Wow! I never anticipated such an extraordinary response... I want to sincerely thank you guys for sharing your own experiences of 'tamulosin' and prostate/bladder issues as well as advising me as to the alternative treatments available. Some of which I guess I may need to get my head around facing up to at some point in the future.
This being my first venture into online discussions, I'm unsure if I should respond to you all individually or attempt to address any points raised in a single reply... I figure/hope (through a sleepy haze) it will be less messy and more legible if I respond in this single post.

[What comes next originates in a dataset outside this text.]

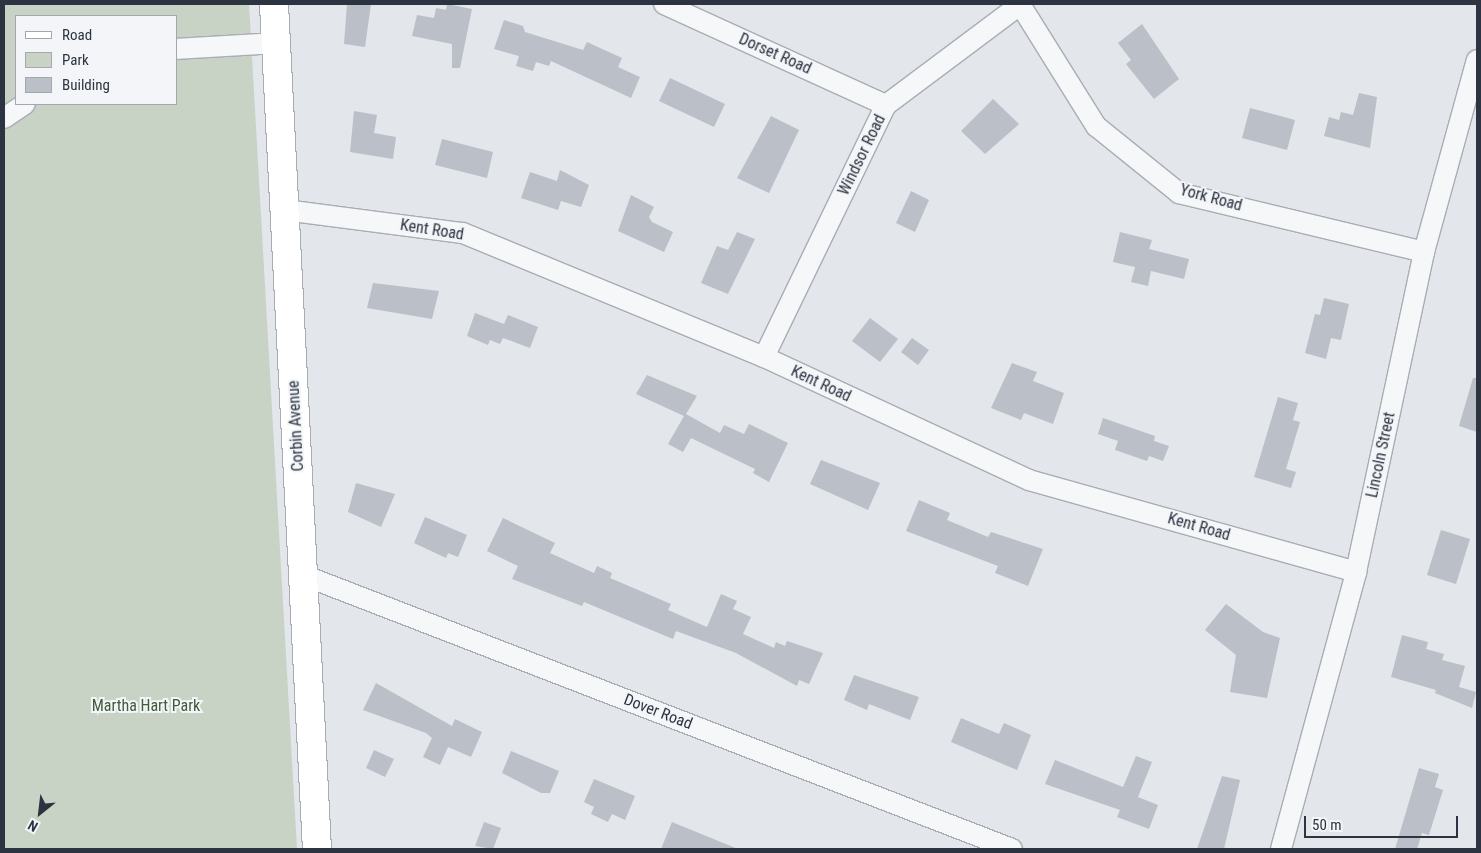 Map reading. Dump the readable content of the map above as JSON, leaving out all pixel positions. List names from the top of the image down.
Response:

Firstly, I'm determined not to dismiss or rule out ANY course of treatment (herbal or otherwise) that resolves my issue of urinating 6 or 7 times every night. I say this with the proviso that said treatment actually serves to alleviate or cure the problem, as opposed to taking 'tamulosin' which proved totally ineffective and further lessened my quality of life (as miserable as life is right now)... I desperately don't want you guy's to read this and think I'm a wimping out of a course of treatment after experiencing a few 'minor' side effects. I'm more than familiar with the misery pain brings having survived the agony of a brain haemorrhage plus being an ex-biker and amateur motoX rider, I've spent more than my fair share of time as a hospital in-patient, mainly orthopaedic wards for the likes of a broken femur and other various bones, but also a few stays on surgical wards including one stay for a particularly unfortunate spill that left me with painful peyronie's disease since my mid 20's, but that's another story and one that I'm dearly hoping won't have any bearing on any treatment for my current prostate problem. (I've recently googled 'cystoscopy' and can definitely say me and my acutely curved penis don't find the prospect appealing in any way shape or form.)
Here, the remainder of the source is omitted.